__Exercise description__
Report each line of the entries below that has the word "places" in it.

━━━━━━━━━━━━━━━━

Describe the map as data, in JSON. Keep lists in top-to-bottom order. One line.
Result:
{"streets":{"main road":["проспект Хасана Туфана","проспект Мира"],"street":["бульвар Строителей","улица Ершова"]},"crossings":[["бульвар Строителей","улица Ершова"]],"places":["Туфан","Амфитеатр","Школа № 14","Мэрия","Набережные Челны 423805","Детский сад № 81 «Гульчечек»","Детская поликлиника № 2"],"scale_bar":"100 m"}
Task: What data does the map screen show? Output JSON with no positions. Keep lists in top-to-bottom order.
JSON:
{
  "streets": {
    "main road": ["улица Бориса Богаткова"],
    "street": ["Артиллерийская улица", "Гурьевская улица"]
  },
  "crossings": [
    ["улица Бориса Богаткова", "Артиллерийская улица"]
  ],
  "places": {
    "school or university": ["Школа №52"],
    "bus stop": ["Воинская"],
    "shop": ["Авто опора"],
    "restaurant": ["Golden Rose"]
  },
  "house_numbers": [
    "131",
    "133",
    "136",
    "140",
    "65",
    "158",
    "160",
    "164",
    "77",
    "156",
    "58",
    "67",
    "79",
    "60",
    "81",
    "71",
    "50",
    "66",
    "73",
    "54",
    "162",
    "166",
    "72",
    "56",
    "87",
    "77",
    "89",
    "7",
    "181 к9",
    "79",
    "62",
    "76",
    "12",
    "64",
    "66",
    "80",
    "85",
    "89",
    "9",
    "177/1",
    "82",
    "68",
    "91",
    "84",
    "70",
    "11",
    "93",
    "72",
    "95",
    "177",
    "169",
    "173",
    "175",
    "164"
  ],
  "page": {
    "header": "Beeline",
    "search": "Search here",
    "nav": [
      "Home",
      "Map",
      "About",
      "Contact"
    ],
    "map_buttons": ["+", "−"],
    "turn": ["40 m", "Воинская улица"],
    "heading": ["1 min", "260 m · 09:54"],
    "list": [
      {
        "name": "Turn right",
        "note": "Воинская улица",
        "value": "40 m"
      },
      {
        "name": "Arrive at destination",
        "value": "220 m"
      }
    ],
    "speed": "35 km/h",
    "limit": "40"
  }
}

━━━━━━━━━━━━━━━━

__Solution below__
{"streets":{"main road":["проспект Хасана Туфана","проспект Мира"],"street":["бульвар Строителей","улица Ершова"]},"crossings":[["бульвар Строителей","улица Ершова"]],"places":["Туфан","Амфитеатр","Школа № 14","Мэрия","Набережные Челны 423805","Детский сад № 81 «Гульчечек»","Детская поликлиника № 2"],"scale_bar":"100 m"}
  "places": {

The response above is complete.